* **INSTRUCTIONS FOR THE TASK**:
In the data below, work out how many lines include the string "block". Only the number should be given.

Stored items:
◇ ◇ ◇ ◇

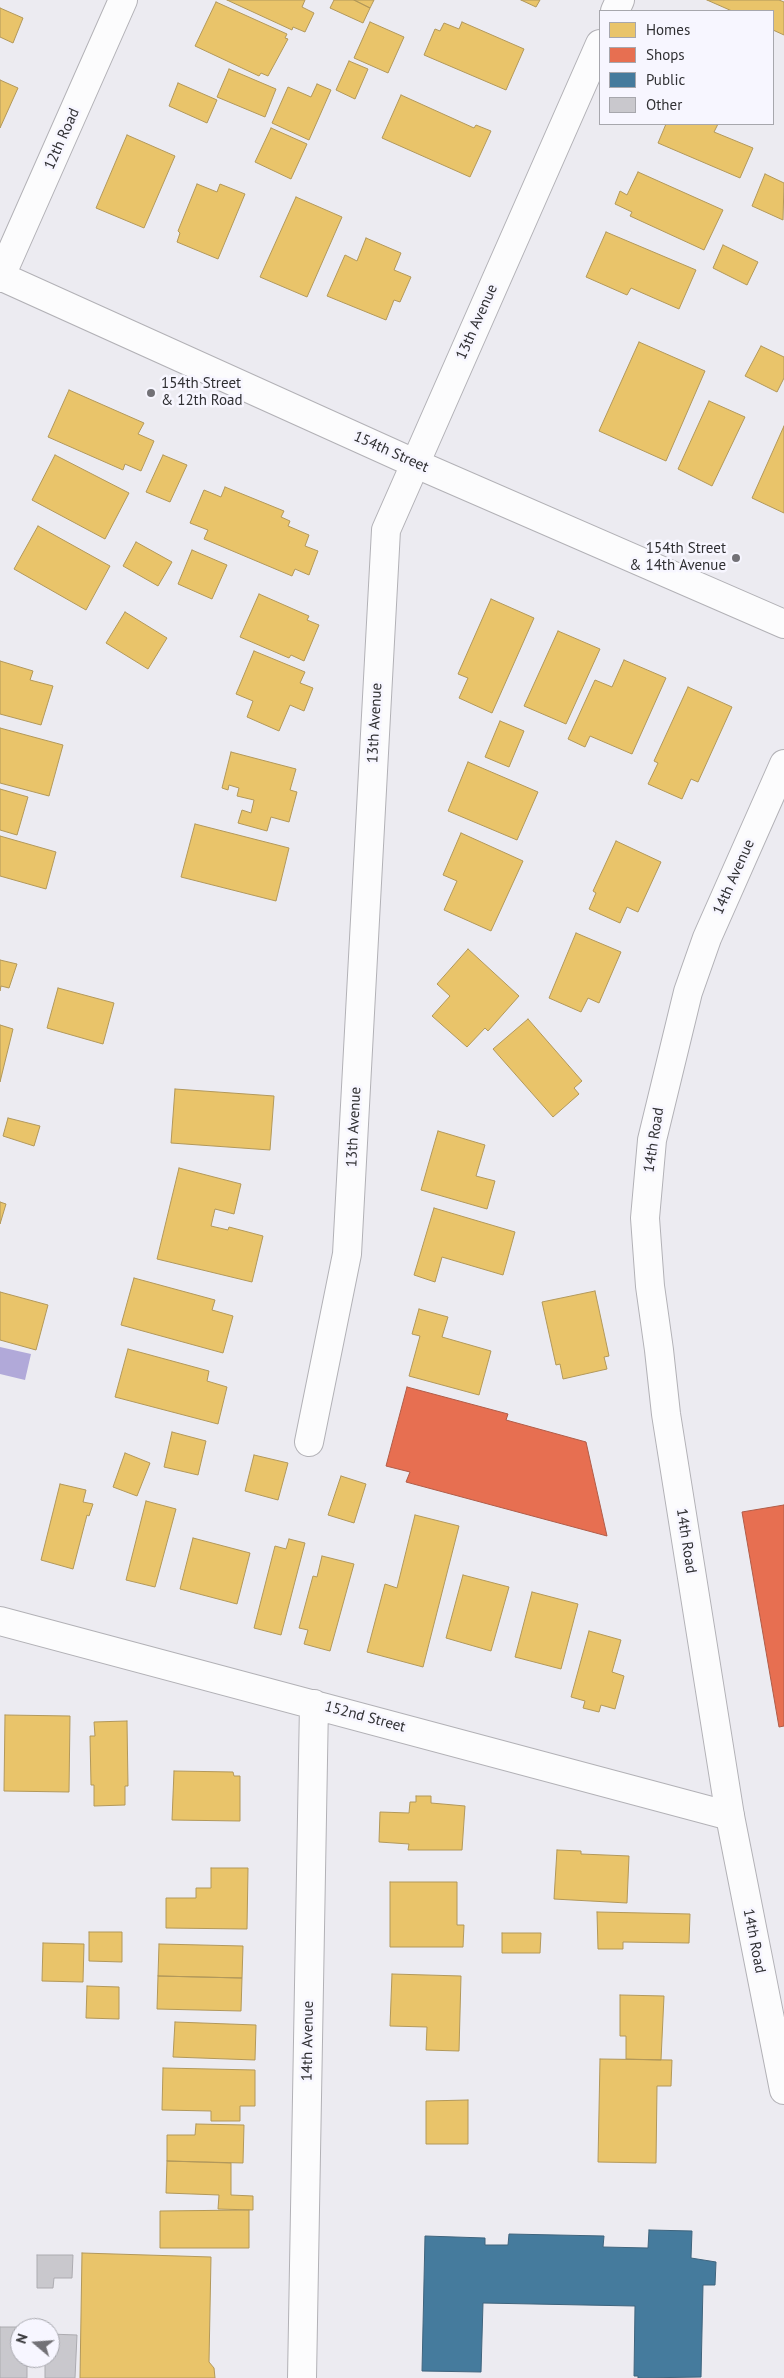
<!DOCTYPE html>
<style>
body{margin:0}
#map{position:relative;width:784px;height:2378px;overflow:hidden;background:#ecebf1;font-family:"PT Sans",sans-serif}
canvas{display:block}
.legend{position:absolute;left:599px;top:10px;width:175px;height:115px;box-sizing:border-box;background:#f7f6ff;border:1px solid #a7a7ad;margin:0;padding:6px 9px;list-style:none;font-size:15px;color:#303033}
.legend li{display:flex;align-items:center;gap:10px;height:25px}
.legend b{width:25px;border:1px solid #a7a7ad}
.north{position:absolute;left:10px;top:2318px;width:50px;height:50px;box-sizing:border-box;background:#f7f6ff;border:1px solid #a7a7ad;border-radius:50%;rotate:288deg;font-size:14px;font-weight:700;line-height:20px;text-align:center;color:#303033}
.north::after{content:'';display:block;margin:auto;width:18px;height:22px;background:#727176;clip-path:polygon(50% 0,100% 100%,50% 72%,0 100%)}
</style>
<div id="map">
<canvas width="784" height="2378"></canvas>
<ul class="legend">
<li><b style="height:14px;background:#e9c46a"></b>Homes</li>
<li><b style="height:14px;background:#e76f51"></b>Shops</li>
<li><b style="height:14px;background:#457b9d"></b>Public</li>
<li><b style="height:14px;background:#c9c8cd"></b>Other</li>
</ul>
<div class="north">N</div>
</div>
<script>
const c = document.querySelector('canvas').getContext('2d');
c.lineJoin = 'round';
function fillPath(path, color) {
  c.fillStyle = color;
  c.fill(path, 'evenodd');
}
function toPath(rows) {
  const path = new Path2D();
  for (const r of rows) {
    path.moveTo(r[0], r[1]);
    for (let i = 2; i < r.length; i += 2) path.lineTo(r[i], r[i + 1]);
  }
  return path;
}
function trace(path, color, width, dash) {
  c.strokeStyle = color;
  c.lineWidth = width;
  c.lineCap = dash ? 'butt' : 'round';
  c.setLineDash(dash || []);
  c.stroke(path);
}
function write(font, color, halo, rows, align = 'center') {
  c.font = font + ' "PT Sans",sans-serif';
  c.lineWidth = 5;
  c.setLineDash([]);
  c.textBaseline = 'middle';
  c.strokeStyle = halo;
  c.fillStyle = color;
  for (const [text, x, y, turn = 0] of rows) {
    c.save();
    c.translate(x, y);
    c.rotate((+turn || 0) * Math.PI / 180);
    c.textAlign = isNaN(turn) ? turn : align;
    if (halo) c.strokeText(text, 0, 0);
    c.fillText(text, 0, 0);
    c.restore();
  }
}
fillPath(toPath([
 [0,1347,31,1354,25,1380,0,1374]
]), '#b1a9d9');
const homes = toPath([
 [227,0,305,0,302,7,314,13,305,32,293,27,292,30,227,0],
 [334,0,354,0,370,8,363,23,330,8,334,0],
 [354,0,374,0,370,8,354,0],
 [521,0,540,0,536,7,521,0],
 [707,0,779,0,784,2,784,35,773,30,773,11,732,11,707,0],
 [216,2,287,34,285,38,288,39,268,76,261,73,259,76,195,46,216,2],
 [0,8,23,18,13,43,0,37,0,8],
 [370,22,404,37,388,73,354,58,370,22],
 [462,22,524,49,506,90,424,55,435,29,440,31,444,23,459,29,462,22],
 [349,61,368,69,355,99,336,90,349,61],
 [229,69,276,89,265,117,217,97,229,69],
 [0,80,18,88,0,128,0,80],
 [178,83,217,100,207,123,169,106,178,83],
 [317,84,331,90,309,140,272,123,288,87,311,97,317,84],
 [401,95,474,128,476,125,491,131,470,177,382,138,401,95],
 [666,124,718,124,714,132,753,148,740,178,658,143,666,124],
 [271,128,307,144,291,179,255,162,271,128],
 [127,135,175,156,144,228,96,208,127,135],
 [638,172,723,210,704,250,630,216,632,212,615,204,620,191,627,195,638,172],
 [765,174,784,183,783,220,752,206,765,174],
 [197,184,217,192,220,184,245,194,218,259,177,242,180,233,178,231,197,184],
 [296,197,342,217,307,297,260,277,296,197],
 [606,232,696,270,679,309,631,288,627,295,586,277,606,232],
 [366,238,401,253,394,270,411,277,400,302,394,300,386,320,327,296,345,255,357,261,366,238],
 [723,245,758,262,747,285,713,268,723,245],
 [639,342,705,371,666,461,599,431,639,342],
 [761,346,784,357,784,378,777,392,745,376,761,346],
 [69,390,144,423,138,434,154,441,141,471,125,464,123,470,48,437,69,390],
 [709,401,745,417,712,486,678,469,709,401],
 [784,426,784,513,752,498,784,426],
 [55,455,129,493,105,539,32,500,55,455],
 [163,455,187,465,170,502,146,492,163,455],
 [225,487,284,511,281,517,290,521,288,526,309,535,305,546,318,551,309,575,295,569,292,576,204,539,208,530,190,523,204,490,221,497,225,487],
 [38,526,110,566,86,610,14,569,38,526],
 [136,542,172,562,158,586,123,566,136,542],
 [192,550,227,565,212,599,178,584,192,550],
 [259,594,309,616,307,620,319,625,304,661,291,655,289,658,240,637,259,594],
 [491,599,534,618,492,713,459,698,468,678,458,674,491,599],
 [125,612,167,638,148,669,106,643,125,612],
 [558,631,600,649,566,724,524,706,558,631],
 [254,651,305,672,300,683,313,688,304,711,290,705,279,731,247,717,253,701,236,694,254,651],
 [624,660,666,678,632,754,590,736,585,747,568,739,595,680,612,687,624,660],
 [0,661,33,671,30,680,53,686,41,725,0,714,0,661],
 [688,687,732,707,698,782,691,779,682,799,648,784,658,763,654,761,688,687],
 [500,721,524,731,509,767,485,757,500,721],
 [0,728,63,745,49,796,0,783,0,728],
 [231,752,296,769,290,790,297,792,289,822,271,817,267,831,238,823,242,810,251,813,254,800,237,796,239,788,229,785,228,790,222,788,231,752],
 [468,762,538,792,517,840,448,811,468,762],
 [0,789,28,797,17,835,0,830,0,789],
 [195,824,289,848,276,901,181,877,195,824],
 [461,833,523,861,491,931,444,910,457,881,443,875,461,833],
 [0,836,56,852,46,889,0,876,0,836],
 [616,841,661,862,638,912,627,907,620,923,589,909,596,893,593,891,616,841],
 [576,933,621,952,599,1003,588,998,581,1012,549,998,576,933],
 [468,949,519,996,488,1031,485,1028,467,1047,432,1016,450,996,437,984,468,949],
 [0,960,17,964,9,988,1,986,0,991,0,960],
 [58,988,114,1003,103,1044,47,1028,58,988],
 [528,1019,582,1081,574,1088,579,1094,553,1117,493,1049,528,1019],
 [0,1025,13,1029,0,1082,0,1025],
 [175,1089,274,1096,270,1150,171,1143,175,1089],
 [8,1118,40,1126,34,1146,3,1136,8,1118],
 [438,1131,485,1145,476,1176,495,1181,487,1209,421,1190,438,1131],
 [179,1168,241,1184,234,1214,215,1209,211,1226,228,1230,229,1227,263,1236,252,1282,157,1259,179,1168],
 [0,1202,6,1204,0,1224,0,1202],
 [434,1208,515,1232,503,1275,442,1257,435,1282,414,1275,434,1208],
 [134,1278,215,1300,212,1310,233,1316,223,1353,121,1325,134,1278],
 [595,1291,609,1356,604,1357,607,1369,563,1379,560,1364,556,1365,542,1302,595,1291],
 [0,1292,48,1305,36,1350,0,1340,0,1292],
 [419,1309,448,1317,442,1337,491,1351,479,1395,409,1376,420,1336,412,1334,419,1309],
 [128,1349,209,1371,207,1381,227,1387,218,1424,115,1397,128,1349],
 [172,1432,206,1441,198,1475,164,1467,172,1432],
 [125,1453,150,1463,137,1496,113,1487,125,1453],
 [254,1455,288,1463,278,1500,245,1491,254,1455],
 [341,1476,366,1484,354,1523,328,1515,341,1476],
 [60,1484,86,1490,83,1502,93,1504,89,1516,87,1515,73,1569,41,1560,60,1484],
 [146,1501,176,1509,155,1587,126,1580,146,1501],
 [415,1515,459,1526,423,1667,367,1652,385,1584,397,1588,415,1515],
 [193,1538,250,1553,237,1604,180,1589,193,1538],
 [289,1539,305,1543,281,1635,254,1628,275,1546,286,1549,289,1539],
 [322,1556,354,1564,330,1651,304,1644,308,1630,299,1628,313,1576,317,1577,322,1556],
 [463,1575,509,1587,491,1651,446,1638,463,1575],
 [532,1592,578,1604,561,1669,515,1657,532,1592],
 [589,1631,621,1640,612,1672,624,1676,615,1709,601,1705,599,1712,583,1708,585,1701,571,1697,589,1631],
 [5,1715,70,1716,69,1792,4,1791,5,1715],
 [127,1721,128,1786,125,1786,125,1805,94,1806,94,1785,91,1785,90,1736,95,1736,94,1722,127,1721],
 [174,1771,233,1772,234,1776,240,1776,240,1821,172,1820,174,1771],
 [416,1796,431,1796,431,1803,465,1806,462,1850,408,1850,409,1844,379,1842,380,1812,409,1813,410,1802,416,1802,416,1796],
 [557,1850,581,1851,581,1854,629,1856,627,1903,554,1899,557,1850],
 [211,1868,248,1868,247,1929,166,1928,166,1898,196,1898,196,1888,211,1888,211,1868],
 [390,1882,457,1882,457,1925,464,1925,463,1947,390,1947,390,1882],
 [597,1912,690,1914,689,1943,623,1942,623,1949,598,1949,597,1912],
 [89,1932,122,1932,122,1962,89,1961,89,1932],
 [502,1933,541,1933,540,1953,502,1953,502,1933],
 [43,1943,84,1944,83,1982,42,1981,43,1943],
 [159,1944,243,1946,242,1978,158,1976,159,1944],
 [392,1974,461,1976,459,2051,426,2050,427,2027,390,2026,392,1974],
 [158,1976,242,1978,241,2011,157,2009,158,1976],
 [87,1986,119,1987,119,2019,86,2018,87,1986],
 [620,1995,664,1996,661,2060,626,2059,626,2036,620,2036,620,1995],
 [175,2022,256,2025,255,2060,173,2057,175,2022],
 [600,2059,672,2060,671,2086,657,2086,656,2163,598,2162,600,2059],
 [163,2068,255,2070,255,2106,240,2106,240,2121,211,2121,211,2111,162,2110,163,2068],
 [468,2100,468,2144,426,2144,426,2101,468,2100],
 [196,2124,244,2125,243,2163,167,2161,167,2135,195,2135,196,2124],
 [167,2161,231,2163,231,2195,253,2196,253,2210,218,2209,219,2195,166,2193,167,2161],
 [249,2210,249,2248,160,2248,160,2211,249,2210],
 [82,2253,211,2257,209,2362,214,2368,215,2378,80,2378,82,2253]
]);
fillPath(homes, '#e9c46a');
trace(homes, '#b2985a', 1);
const shops = toPath([
 [407,1387,508,1414,506,1420,586,1442,607,1536,406,1482,410,1472,386,1466,407,1387],
 [784,1505,784,1726,779,1727,742,1512,784,1505]
]);
fillPath(shops, '#e76f51');
trace(shops, '#b05c48', 1);
const public = toPath([
 [649,2230,692,2231,691,2258,716,2262,715,2285,703,2285,701,2377,638,2378,638,2376,634,2376,635,2306,483,2303,481,2372,422,2371,425,2236,485,2238,485,2245,508,2245,509,2234,604,2236,603,2247,648,2248,649,2230]
]);
fillPath(public, '#457b9d');
trace(public, '#3f647d', 1);
const building = toPath([
 [37,2255,73,2255,72,2278,54,2278,53,2288,37,2288,37,2255],
 [0,2327,27,2327,20,2328,20,2358,27,2358,27,2378,0,2378,0,2327],
 [50,2334,77,2335,75,2378,45,2378,45,2358,50,2358,50,2334]
]);
fillPath(building, '#c9c8cd');
trace(building, '#acabb0', 1);
const minor = toPath([
 [615,11,620,0],
 [0,278,123,0],
 [309,1442,347,1254,386,530,600,44],
 [0,1621,730,1816],
 [302,2378,314,1704]
]);
const tertiary = toPath([
 [0,276,414,463,784,624],
 [784,764,707,938,688,992,652,1140,645,1218,650,1286,659,1350,666,1414,730,1816,784,2090]
]);
trace(minor, '#b2b1b6', 30);
trace(tertiary, '#b2b1b6', 30);
trace(minor, '#fcfcfd', 28);
trace(tertiary, '#fcfcfd', 28);
for (const [x, y, r, color] of [
 [151,393,5,"#727176"],
 [736,558,5,"#727176"]
]) {
  const dot = new Path2D();
  dot.arc(x, y, r, 0, 2 * Math.PI);
  c.fillStyle = color;
  c.fill(dot);
  trace(dot, '#f7f6ff', 2);
}
write('15px', '#303033', '#f7f6ff', [
 ["12th Road",62,139,-66],
 ["13th Avenue",477,322,-66],
 ["154th Street",391,452,24],
 ["13th Avenue",375,723,-87],
 ["14th Avenue",734,877,-66],
 ["13th Avenue",354,1127,-87],
 ["14th Road",654,1140,-81],
 ["14th Road",686,1541,81],
 ["152nd Street",365,1717,15],
 ["14th Road",754,1941,79],
 ["14th Avenue",308,2041,-89]
]);
write('15px', '#303033', '#f7f6ff', [
 ["154th Street",161,384],
 ["& 12th Road",161,401],
 ["154th Street",726,549,"right"],
 ["& 14th Avenue",726,566,"right"]
], 'left');
</script>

◇ ◇ ◇ ◇

* **EXERCISE OUTPUT**:
2